Tom jest po brzegi wypełniony wartką akcją. Wszystko dzieje się błyskawicznie, a rozstrzygnięcia zapadają na przestrzeni jednego, góra dwóch rozdziałów. Uwidacznia to problem części bohaterów drugoplanowych, którzy grają rolę wyłącznie przeszkód i zapychaczy, nie wnosząc nic ciekawego do historii. Narzekałem na poprzednich przeciwników gildii, Oración Seis, którzy pojawiają się znikąd i mają wybitnie nieciekawe charaktery. Mankamenty antagonistów z Edolas wynikają z kolei przede wszystkim z prostoty historii i niechęci, bądź też braku pomysłu autora na kreatywniejsze jej wykorzystanie. Erza Knightwalker jest doskonałym przykładem zaprzepaszczonego potencjału na interesujący konflikt, wykraczający poza sztampowe zmagania między uciskanymi i uciskającymi, motywowane najlepszymi intencjami obu stron. Jeśli dodać do tego kwiatki w postaci nazwania Wielkiego Złego Planu „Exceed Total Destruction” (Mashima ewidentnie ma zamiłowanie do idiotycznie brzmiących skrótów, choć to wciąż nic w porównaniu z późniejszymi ekscesami) i coraz bardziej dziwacznych walk, jak choćby wyścigu motocyklowego w wesołym miasteczku, ostateczny obraz historii nie prezentuje się zbyt zachęcająco. Przebrnąłem jednak przez tomik błyskawicznie, gdyż autor, mimo postępującego pomieszania z poplątaniem w kwestiach fabularnych, prezentuje fascynujący warsztat techniczny.
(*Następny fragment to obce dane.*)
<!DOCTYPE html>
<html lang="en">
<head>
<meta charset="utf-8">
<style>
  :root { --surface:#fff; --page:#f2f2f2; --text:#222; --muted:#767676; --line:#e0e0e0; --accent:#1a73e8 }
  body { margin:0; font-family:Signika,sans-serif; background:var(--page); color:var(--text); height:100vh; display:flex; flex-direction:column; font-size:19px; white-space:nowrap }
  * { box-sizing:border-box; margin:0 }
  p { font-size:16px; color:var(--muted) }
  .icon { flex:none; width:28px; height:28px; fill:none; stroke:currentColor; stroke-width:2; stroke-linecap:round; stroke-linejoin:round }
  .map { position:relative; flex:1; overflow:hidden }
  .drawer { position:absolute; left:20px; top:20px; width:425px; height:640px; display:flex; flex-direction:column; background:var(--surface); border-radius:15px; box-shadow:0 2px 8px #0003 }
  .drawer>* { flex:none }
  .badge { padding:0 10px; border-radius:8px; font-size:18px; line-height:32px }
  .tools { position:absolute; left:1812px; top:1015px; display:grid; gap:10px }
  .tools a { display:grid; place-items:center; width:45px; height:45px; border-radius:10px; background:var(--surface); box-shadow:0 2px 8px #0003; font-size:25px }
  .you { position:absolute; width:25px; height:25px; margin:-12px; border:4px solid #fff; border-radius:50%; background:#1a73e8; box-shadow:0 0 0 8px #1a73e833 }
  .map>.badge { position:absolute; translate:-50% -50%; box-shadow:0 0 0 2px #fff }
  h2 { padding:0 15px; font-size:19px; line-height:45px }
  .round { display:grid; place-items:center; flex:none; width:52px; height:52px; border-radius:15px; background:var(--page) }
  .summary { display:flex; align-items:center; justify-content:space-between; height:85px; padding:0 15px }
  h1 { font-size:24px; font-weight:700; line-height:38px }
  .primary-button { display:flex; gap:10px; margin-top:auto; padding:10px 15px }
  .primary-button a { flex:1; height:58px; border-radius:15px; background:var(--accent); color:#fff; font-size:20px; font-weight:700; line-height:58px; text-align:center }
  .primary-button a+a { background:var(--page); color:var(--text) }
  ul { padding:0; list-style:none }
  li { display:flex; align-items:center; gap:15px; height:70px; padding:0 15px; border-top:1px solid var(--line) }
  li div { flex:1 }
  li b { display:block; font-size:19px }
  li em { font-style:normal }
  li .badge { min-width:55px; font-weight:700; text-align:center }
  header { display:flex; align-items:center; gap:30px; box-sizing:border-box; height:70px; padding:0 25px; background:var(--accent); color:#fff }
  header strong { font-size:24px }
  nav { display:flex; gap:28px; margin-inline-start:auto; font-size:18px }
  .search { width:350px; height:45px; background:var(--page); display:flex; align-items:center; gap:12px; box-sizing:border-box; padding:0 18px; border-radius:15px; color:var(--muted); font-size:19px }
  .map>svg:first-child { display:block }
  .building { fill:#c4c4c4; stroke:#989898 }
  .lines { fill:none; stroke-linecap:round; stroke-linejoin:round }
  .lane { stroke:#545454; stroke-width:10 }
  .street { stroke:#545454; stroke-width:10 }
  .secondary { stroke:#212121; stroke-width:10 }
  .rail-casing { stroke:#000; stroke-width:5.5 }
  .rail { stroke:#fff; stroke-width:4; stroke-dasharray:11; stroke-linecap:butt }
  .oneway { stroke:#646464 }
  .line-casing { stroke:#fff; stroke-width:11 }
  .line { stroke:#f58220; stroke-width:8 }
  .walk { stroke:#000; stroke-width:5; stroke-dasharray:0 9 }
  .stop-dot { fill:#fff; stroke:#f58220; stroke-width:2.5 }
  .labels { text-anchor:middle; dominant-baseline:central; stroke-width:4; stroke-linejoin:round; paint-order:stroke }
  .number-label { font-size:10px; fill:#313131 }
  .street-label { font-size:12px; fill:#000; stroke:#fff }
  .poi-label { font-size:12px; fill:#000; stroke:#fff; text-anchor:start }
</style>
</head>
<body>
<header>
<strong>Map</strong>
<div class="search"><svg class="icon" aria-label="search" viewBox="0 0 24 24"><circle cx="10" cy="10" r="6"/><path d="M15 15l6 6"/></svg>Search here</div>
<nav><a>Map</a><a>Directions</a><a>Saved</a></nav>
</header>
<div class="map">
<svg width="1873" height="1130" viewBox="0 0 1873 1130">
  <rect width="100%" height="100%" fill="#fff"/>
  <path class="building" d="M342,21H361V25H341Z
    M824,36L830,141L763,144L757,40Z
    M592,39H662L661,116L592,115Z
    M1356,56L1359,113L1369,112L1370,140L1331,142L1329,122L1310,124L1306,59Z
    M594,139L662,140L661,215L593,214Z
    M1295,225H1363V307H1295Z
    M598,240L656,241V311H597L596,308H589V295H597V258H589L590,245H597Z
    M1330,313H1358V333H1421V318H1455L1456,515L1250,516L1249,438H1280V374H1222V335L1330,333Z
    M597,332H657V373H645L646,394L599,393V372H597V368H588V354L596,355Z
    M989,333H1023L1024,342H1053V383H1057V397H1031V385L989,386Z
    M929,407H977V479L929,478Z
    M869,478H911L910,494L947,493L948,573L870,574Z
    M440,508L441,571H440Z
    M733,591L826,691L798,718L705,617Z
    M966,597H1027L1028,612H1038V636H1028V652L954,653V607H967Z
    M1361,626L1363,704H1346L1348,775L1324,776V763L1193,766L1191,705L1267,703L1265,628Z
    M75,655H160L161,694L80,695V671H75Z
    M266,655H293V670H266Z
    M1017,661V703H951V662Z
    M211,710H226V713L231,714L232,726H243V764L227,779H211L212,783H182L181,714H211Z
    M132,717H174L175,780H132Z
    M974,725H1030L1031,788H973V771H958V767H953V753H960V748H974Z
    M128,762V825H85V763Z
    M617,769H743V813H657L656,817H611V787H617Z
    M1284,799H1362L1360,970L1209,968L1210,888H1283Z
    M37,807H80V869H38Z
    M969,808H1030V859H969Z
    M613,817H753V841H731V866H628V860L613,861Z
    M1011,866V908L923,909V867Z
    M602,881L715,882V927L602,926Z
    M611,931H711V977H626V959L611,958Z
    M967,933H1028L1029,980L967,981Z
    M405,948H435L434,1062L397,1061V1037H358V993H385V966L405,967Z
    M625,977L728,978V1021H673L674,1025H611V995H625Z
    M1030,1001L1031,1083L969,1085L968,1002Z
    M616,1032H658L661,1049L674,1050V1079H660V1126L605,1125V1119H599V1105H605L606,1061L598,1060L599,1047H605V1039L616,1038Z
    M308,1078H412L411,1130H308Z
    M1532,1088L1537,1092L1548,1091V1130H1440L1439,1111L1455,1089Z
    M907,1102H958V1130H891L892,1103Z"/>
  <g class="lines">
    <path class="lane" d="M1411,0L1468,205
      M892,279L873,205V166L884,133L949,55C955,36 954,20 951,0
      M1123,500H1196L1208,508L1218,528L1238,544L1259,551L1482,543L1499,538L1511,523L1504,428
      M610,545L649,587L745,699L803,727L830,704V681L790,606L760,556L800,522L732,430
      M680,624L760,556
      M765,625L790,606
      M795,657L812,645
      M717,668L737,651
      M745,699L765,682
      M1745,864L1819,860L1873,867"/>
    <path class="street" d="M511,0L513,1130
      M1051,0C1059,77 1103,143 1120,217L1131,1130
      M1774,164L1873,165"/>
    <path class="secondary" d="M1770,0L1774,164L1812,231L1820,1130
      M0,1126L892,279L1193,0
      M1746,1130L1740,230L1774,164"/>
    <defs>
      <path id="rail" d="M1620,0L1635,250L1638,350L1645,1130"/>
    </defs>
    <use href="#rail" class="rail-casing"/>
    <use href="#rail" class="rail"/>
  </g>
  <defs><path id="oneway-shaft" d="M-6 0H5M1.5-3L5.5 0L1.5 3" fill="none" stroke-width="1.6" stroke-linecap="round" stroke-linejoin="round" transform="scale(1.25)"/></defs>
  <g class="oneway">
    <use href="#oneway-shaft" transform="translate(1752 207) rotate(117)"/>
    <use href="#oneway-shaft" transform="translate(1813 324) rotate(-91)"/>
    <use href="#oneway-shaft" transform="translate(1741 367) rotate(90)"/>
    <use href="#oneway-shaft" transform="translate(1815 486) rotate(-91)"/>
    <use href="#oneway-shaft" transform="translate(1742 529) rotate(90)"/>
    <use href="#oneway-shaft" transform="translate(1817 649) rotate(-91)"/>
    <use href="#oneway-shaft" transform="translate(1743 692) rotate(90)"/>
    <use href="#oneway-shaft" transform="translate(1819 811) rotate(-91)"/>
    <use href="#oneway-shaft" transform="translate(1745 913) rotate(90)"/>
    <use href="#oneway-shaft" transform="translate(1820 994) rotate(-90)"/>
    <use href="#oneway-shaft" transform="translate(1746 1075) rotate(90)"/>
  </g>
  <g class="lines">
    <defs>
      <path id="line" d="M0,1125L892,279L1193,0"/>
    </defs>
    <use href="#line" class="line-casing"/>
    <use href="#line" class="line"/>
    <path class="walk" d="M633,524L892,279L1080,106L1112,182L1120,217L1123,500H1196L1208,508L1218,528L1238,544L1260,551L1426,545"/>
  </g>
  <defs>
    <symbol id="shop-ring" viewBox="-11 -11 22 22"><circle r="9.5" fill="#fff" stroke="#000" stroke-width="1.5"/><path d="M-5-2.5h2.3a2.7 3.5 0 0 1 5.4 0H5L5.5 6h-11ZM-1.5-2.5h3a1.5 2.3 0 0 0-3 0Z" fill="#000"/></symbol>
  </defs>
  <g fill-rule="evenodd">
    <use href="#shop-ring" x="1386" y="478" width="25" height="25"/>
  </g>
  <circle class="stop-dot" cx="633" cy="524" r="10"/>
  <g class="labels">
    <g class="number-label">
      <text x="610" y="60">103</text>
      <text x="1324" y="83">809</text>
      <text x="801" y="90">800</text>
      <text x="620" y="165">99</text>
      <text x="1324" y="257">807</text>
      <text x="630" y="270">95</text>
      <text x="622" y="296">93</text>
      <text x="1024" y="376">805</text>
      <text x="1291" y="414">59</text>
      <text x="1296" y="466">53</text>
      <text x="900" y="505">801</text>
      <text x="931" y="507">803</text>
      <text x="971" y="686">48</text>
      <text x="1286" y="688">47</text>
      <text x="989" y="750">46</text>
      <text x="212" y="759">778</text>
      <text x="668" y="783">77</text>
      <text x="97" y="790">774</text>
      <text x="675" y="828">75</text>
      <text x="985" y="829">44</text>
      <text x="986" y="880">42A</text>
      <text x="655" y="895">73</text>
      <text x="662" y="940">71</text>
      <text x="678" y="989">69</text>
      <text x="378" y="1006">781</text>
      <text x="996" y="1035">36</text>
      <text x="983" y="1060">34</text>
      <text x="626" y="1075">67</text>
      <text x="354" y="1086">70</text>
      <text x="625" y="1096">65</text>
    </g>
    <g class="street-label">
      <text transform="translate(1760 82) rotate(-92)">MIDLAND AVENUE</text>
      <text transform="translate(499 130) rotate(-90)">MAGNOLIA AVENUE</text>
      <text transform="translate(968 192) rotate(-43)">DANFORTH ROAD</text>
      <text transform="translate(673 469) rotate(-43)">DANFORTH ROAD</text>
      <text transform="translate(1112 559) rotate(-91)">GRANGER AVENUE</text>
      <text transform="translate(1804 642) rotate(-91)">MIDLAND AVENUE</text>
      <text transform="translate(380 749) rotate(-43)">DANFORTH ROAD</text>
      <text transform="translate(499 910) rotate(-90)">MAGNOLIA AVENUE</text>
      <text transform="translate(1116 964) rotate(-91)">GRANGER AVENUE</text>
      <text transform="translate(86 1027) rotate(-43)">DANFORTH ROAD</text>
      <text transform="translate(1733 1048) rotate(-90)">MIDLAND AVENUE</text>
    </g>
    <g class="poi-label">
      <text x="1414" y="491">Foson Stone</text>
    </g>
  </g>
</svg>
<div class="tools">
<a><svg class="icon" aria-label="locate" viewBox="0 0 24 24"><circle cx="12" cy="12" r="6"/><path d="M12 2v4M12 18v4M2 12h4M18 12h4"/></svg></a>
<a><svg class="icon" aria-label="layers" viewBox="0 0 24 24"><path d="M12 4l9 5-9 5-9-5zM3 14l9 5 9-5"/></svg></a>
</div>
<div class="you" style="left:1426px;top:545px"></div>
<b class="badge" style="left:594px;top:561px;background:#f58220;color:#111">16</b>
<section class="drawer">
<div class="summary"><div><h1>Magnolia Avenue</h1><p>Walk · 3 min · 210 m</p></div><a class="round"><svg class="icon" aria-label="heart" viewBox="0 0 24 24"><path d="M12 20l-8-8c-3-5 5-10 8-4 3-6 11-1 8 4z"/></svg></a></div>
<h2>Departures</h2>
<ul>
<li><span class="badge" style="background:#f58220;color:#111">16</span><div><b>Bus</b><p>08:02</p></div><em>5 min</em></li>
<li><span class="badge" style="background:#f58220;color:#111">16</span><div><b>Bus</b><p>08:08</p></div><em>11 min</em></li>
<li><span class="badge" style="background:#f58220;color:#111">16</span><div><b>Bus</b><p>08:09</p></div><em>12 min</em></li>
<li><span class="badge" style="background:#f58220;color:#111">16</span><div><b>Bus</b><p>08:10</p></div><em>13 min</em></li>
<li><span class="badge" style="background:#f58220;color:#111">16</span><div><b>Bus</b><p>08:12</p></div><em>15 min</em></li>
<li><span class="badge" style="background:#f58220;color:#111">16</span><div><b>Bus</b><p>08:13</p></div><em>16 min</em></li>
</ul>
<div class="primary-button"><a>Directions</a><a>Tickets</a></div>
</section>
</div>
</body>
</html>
Wystarczy spojrzeć na kadr ze stron 118–119, by zauważyć, jak dopracowane i klarowne stają się rysunki. Owszem, wciąż zdarzają się dziwnie puste tła, jak choćby na stronie 160, jednakże w znakomitej większości przypadków widać coraz lepsze wyczucie własnego stylu. Rysunki perfekcyjnie balansują między szczegółowością a ilością detali, zaś mimika bohaterów wyraża więcej niż tysiąc słów. Dzięki temu nawet banalne wątki prezentują się zachęcająco, a w połączeniu z jak zawsze lekkim polskim przekładem tworzą przyjemną w odbiorze całość. Patrząc na okładkę, stwierdzam, że w kolorze nie prezentuje się najlepiej, ale to jeden z nielicznych wyjątków od reguły. Polecam dokładnie wpatrywać się w kadry, by nie przeoczyć rozmaitych ciekawostek i szczegółów, wyróżniających ten tytuł na tle konkurencji wśród shounenów.
Jak przystało na Fairy Tail, nie brakuje rozmaitych materiałów dodatkowych. Zwyczajowe rysunki i pogadanki uzupełnia posłowie tłumaczki, tym razem nie tylko pełne ciekawostek dotyczących znaczenia wielu imion i nazw, ale też wyjaśniające ich rodowód w wyczerpującym temat i nierzadko zaskakującym stopniu, do tego wzbogacone kilkoma przekonującymi przypuszczeniami.